Una sera mi decisi, e ci andai. Parcheggiai la moto con la ruota davanti sul marciapiede, entrai e salii le scale. Nessuno fece caso a me, anche se ero convinto di essere rosso in faccia. Dovete capire, non ero piu' vergine da un paio d'anni, ma ero anche un ragazzo perbene, per cosi' dire. La mia vita era fatta di studio, sport, lavoro, libri (sopratutto libri). Trovarmi in una situazione simile per scelta mi scombussolava parecchio. Quella sera.

Mi sedetti nel salottino dell'appartmento dove mi ricordavo di avere visto una donna che mi aveva attratto. Aspettai, insieme ad altre tre/quattro persone gia' li' prima di me. Si apri' la porta interna, e grande fu la mia delusione quando vidi che era un'altra.

Appresi in seguito che la mafia (la quale organizzava il tutto) faceva ruotare le ragazze ogni quindici giorni, da citta' in citta'.
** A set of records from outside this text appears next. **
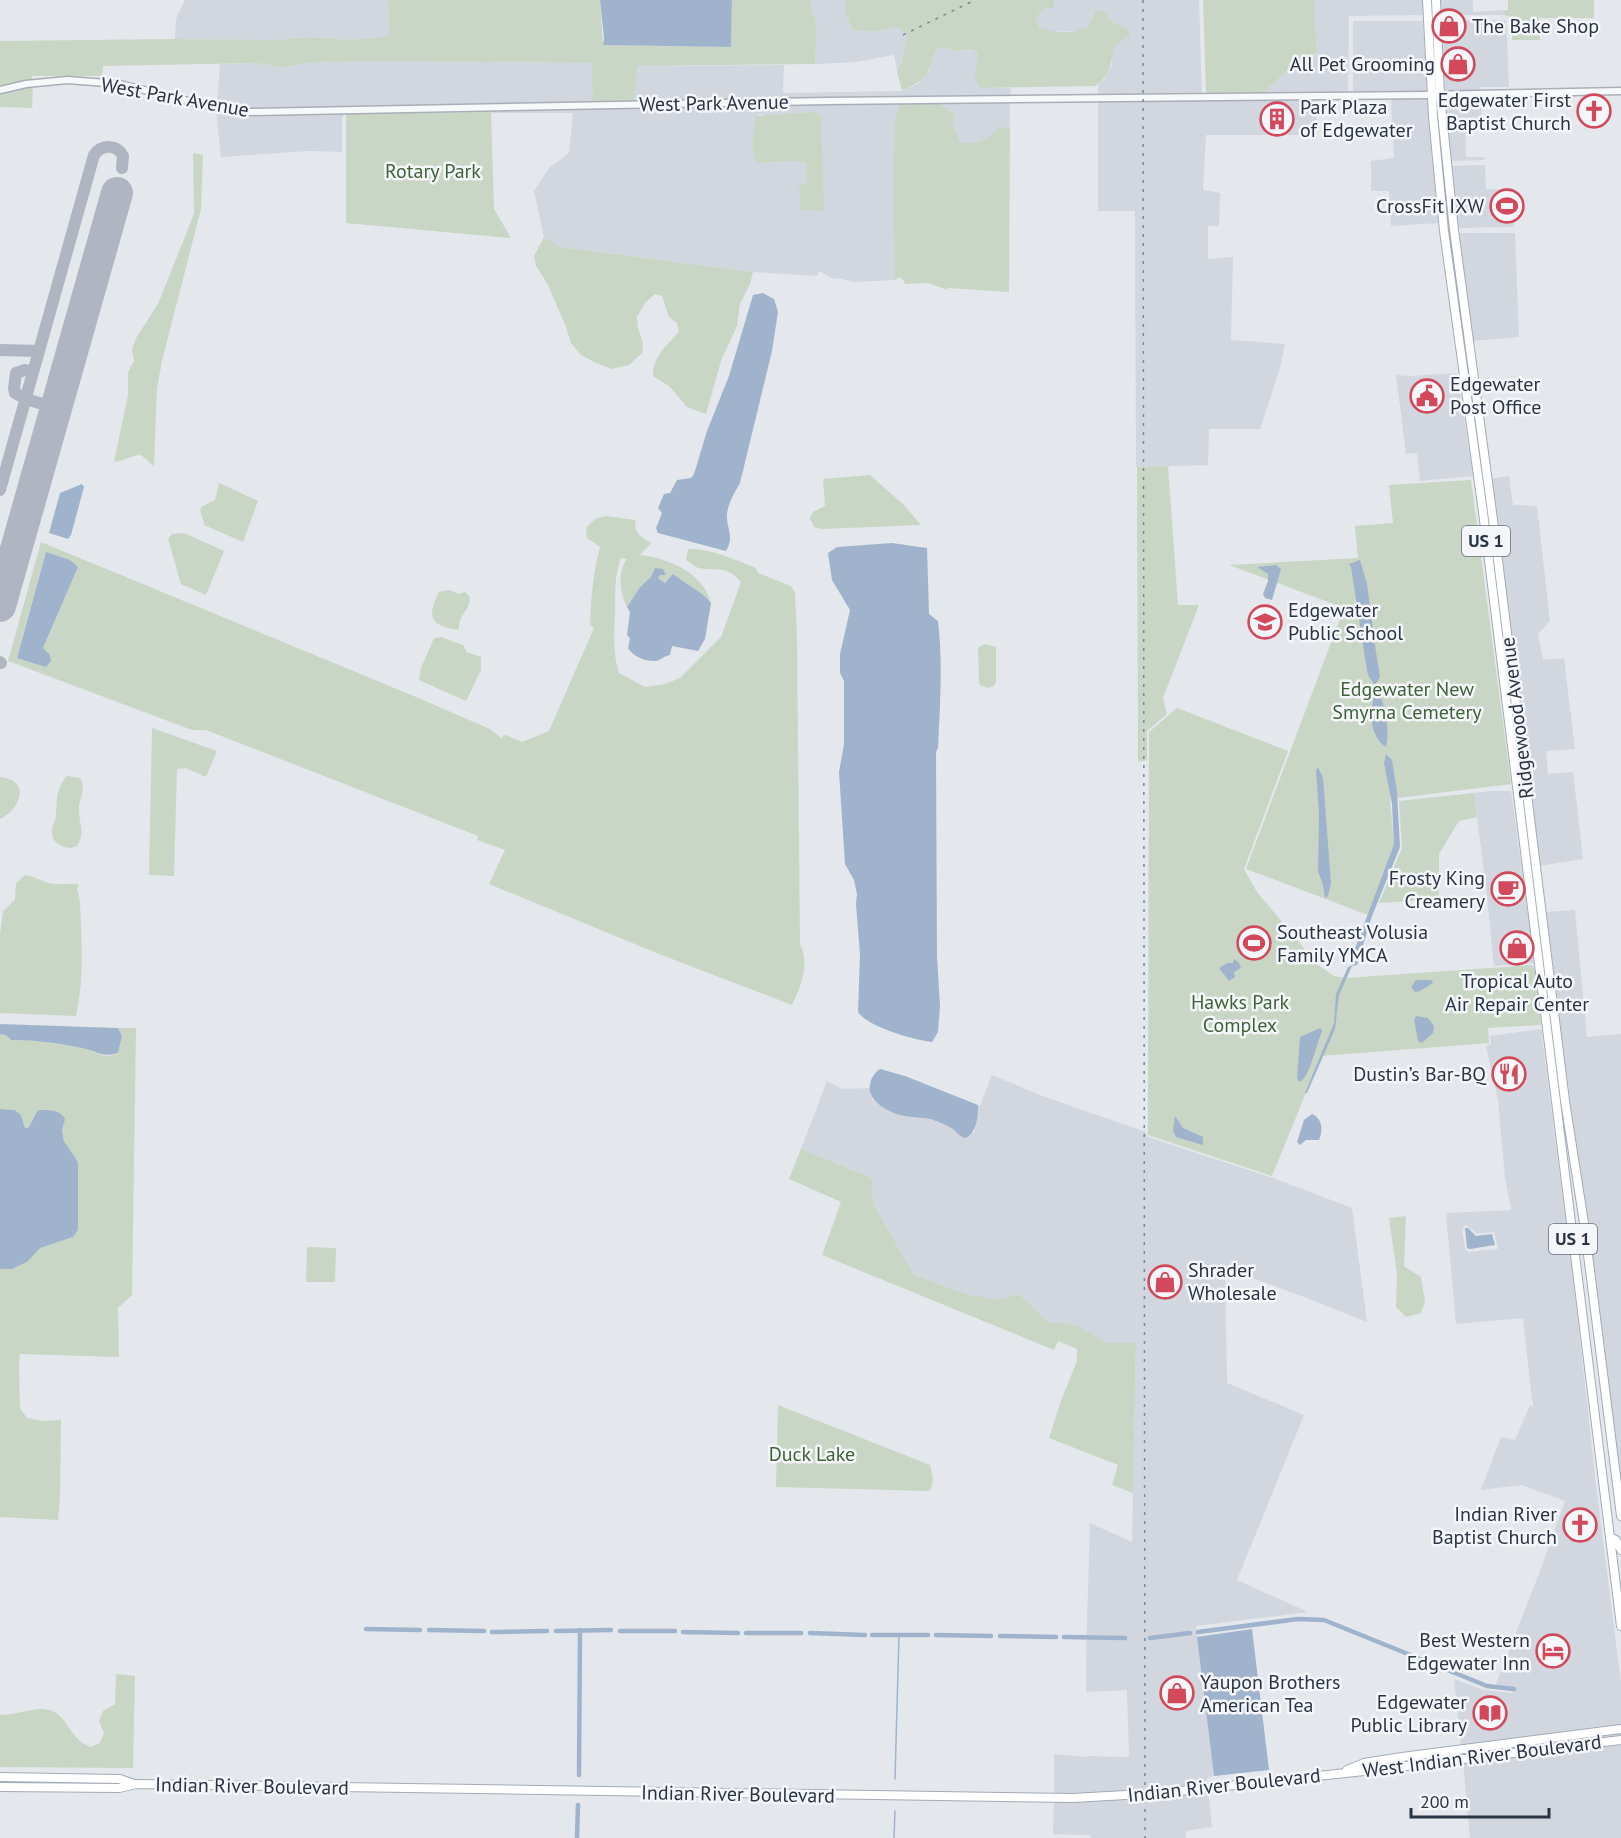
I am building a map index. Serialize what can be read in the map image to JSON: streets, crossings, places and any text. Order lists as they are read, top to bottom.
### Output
{
  "streets": {
    "main road": [
      "US 1",
      "Ridgewood Avenue",
      "West Indian River Boulevard",
      "Indian River Boulevard"
    ],
    "street": ["West Park Avenue"]
  },
  "crossings": [
    ["West Park Avenue", "Ridgewood Avenue"],
    ["West Indian River Boulevard", "Indian River Boulevard"]
  ],
  "parks": [
    "Rotary Park",
    "Edgewater New Smyrna Cemetery",
    "Hawks Park Complex",
    "Duck Lake"
  ],
  "places": {
    "shop": [
      "The Bake Shop",
      "All Pet Grooming",
      "Tropical Auto Air Repair Center",
      "Shrader Wholesale",
      "Yaupon Brothers American Tea"
    ],
    "church": ["Edgewater First Baptist Church", "Indian River Baptist Church"],
    "building": ["Park Plaza of Edgewater"],
    "sports": ["CrossFit IXW", "Southeast Volusia Family YMCA"],
    "public building": ["Edgewater Post Office"],
    "school or university": ["Edgewater Public School"],
    "cafe": ["Frosty King Creamery"],
    "restaurant": ["Dustin’s Bar-BQ"],
    "hotel": ["Best Western Edgewater Inn"],
    "library": ["Edgewater Public Library"]
  },
  "scale_bar": "200 m"
}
Deluso, mi alzai per andarmene...ma poi invece mi sedetti in un altro salottino. E poi un'altro, sempre nello stesso palazzo.
Passai un bel po' di tempo quella notte ad aspettare di "vedere" le donne, nel frattempo studiavo i clienti. C'erano giovani ed anziani, uomini sposati e celibi, di ogni eta' e fascia sociale (almeno a giudicare dai vestiti e dal comportamento in sala d'attesa) Giudicai che il tempo medio per ogni cliente doveva essere dieci/quindici minuti.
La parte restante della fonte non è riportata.